How do you solve a problem like institutionalized racism?
by Monica Cruz
Last Monday, President Obama proposed spending $75 million federal dollars to provide body cameras for about 50,000 police officers across the country, a whopping 2% of our total police force. The Congressional Black Caucus, the American Civil Liberties Union and George Zimmerman’s lawyer Mark O’Mara all publicly expressed their support for the proposal. I doubt I’m alone in automatically distrusting anything that George fucking Zimmerman’s lawyer agrees with.
The absurd ineffectiveness of this proposition was confirmed two days later when a jury declined to indict Daniel Pantaleo, the Staten Island police officer who was caught on film killing Eric Garner. In the disturbing video, Pantaleo is shown using an illegal chokehold to overpower the asthmatic Garner, a black convenience storeowner accused of the trivial crime of unlawfully selling cigarettes. Struggling for air, Garner is heard gasping, “I can’t breathe!” a total of eleven times before he goes quiet and stops moving, then the officers proceed to handcuff him. Despite recorded evidence literally showing Pantaleo killing Garner (using a chokehold that was banned in New York decades ago), Garner’s family was declined justice for his murder. If cops are given body cameras, how can justice be served when recorded evidence of a crime is not seen as enough to prove the murder of a black man? Obama’s proposal is a step in the right direction, but will likely do nothing at all in combating police brutality.
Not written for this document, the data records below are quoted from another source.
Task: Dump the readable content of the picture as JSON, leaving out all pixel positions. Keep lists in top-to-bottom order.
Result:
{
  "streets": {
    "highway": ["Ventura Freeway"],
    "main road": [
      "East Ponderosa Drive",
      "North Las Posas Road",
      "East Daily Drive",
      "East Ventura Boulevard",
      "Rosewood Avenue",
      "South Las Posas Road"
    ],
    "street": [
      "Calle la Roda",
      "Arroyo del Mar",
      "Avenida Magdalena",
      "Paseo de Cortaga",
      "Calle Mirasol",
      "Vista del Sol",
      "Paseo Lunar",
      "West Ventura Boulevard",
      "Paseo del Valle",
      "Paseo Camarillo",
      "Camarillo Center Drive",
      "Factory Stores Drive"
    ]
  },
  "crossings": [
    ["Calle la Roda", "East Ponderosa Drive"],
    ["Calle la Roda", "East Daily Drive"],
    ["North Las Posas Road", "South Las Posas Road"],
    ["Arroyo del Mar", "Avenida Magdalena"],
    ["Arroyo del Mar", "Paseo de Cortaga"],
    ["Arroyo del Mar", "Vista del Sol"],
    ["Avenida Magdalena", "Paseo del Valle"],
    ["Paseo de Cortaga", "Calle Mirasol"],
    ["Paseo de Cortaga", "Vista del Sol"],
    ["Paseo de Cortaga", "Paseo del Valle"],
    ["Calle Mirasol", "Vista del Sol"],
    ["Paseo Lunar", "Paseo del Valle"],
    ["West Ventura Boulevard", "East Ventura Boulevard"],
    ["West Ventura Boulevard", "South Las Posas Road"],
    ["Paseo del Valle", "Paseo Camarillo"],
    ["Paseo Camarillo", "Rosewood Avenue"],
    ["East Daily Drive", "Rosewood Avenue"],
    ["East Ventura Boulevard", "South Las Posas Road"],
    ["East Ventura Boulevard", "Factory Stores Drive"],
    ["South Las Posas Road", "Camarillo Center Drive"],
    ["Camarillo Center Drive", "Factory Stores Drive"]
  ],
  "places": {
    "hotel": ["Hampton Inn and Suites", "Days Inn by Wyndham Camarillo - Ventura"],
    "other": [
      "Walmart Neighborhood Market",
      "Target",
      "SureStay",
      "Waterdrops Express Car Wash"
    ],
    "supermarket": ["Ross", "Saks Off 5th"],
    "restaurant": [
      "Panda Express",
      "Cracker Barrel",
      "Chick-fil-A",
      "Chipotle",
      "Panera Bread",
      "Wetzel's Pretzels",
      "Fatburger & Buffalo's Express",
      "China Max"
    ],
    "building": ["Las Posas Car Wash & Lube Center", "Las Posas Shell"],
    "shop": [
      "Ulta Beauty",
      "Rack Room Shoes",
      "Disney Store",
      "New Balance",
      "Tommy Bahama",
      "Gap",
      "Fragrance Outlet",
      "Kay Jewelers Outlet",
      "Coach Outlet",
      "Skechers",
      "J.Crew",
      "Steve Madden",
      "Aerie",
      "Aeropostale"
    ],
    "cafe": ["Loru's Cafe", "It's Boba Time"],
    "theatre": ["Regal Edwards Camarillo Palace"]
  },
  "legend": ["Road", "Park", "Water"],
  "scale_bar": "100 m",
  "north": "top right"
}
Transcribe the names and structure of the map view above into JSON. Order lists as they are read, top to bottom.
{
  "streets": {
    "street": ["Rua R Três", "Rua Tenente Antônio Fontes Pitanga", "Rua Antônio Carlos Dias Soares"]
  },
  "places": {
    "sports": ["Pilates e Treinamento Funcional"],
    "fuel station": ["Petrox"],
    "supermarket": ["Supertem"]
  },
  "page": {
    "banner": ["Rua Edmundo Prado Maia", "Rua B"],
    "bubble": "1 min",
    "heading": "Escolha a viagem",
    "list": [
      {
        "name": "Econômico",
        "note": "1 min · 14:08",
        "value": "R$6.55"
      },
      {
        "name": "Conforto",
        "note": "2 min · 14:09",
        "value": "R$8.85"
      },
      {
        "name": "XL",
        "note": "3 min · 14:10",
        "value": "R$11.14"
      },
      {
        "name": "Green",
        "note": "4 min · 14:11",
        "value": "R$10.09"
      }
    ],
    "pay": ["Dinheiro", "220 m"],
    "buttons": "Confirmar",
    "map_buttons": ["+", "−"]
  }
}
The problem of violence against people of color by police runs much deeper than simply giving out a few cameras.Garner’s unjust death is only one of several publicized murders of black people at the hands of cops. The national outcry for justice for victims of racially charged police brutality began back in August, when 18-year-old Mike Brown was gunned down by Darren Wilson in Ferguson, Missouri. Brown was accused of stealing a pack of cigars prompting Wilson to attempt to detain him. Contrary to many false reports, the owner of the store he was accused of stealing from stated multiple times that Brown had not stolen anything from him. In his conflicting testimony, Wilson claimed that Brown punched him multiple times in the face and attempted to take his gun, yet there is absolutely no shred of evidence to prove this. Finally, Brown was shot at close range in his chest, shoulders, and hands, proving that he was kneeling and had his hands up in surrender when he was killed. The media largely brushed over the indisputable evidence proving Wilson’s guilt, and focused more on the traces of marijuana found in Brown’s system and the (disproven) accusation that he stole from the convenience store. This attempt to thugify the unquestionably innocent Brown follows our culture’s trend of blaming black victims of police brutality for their own deaths.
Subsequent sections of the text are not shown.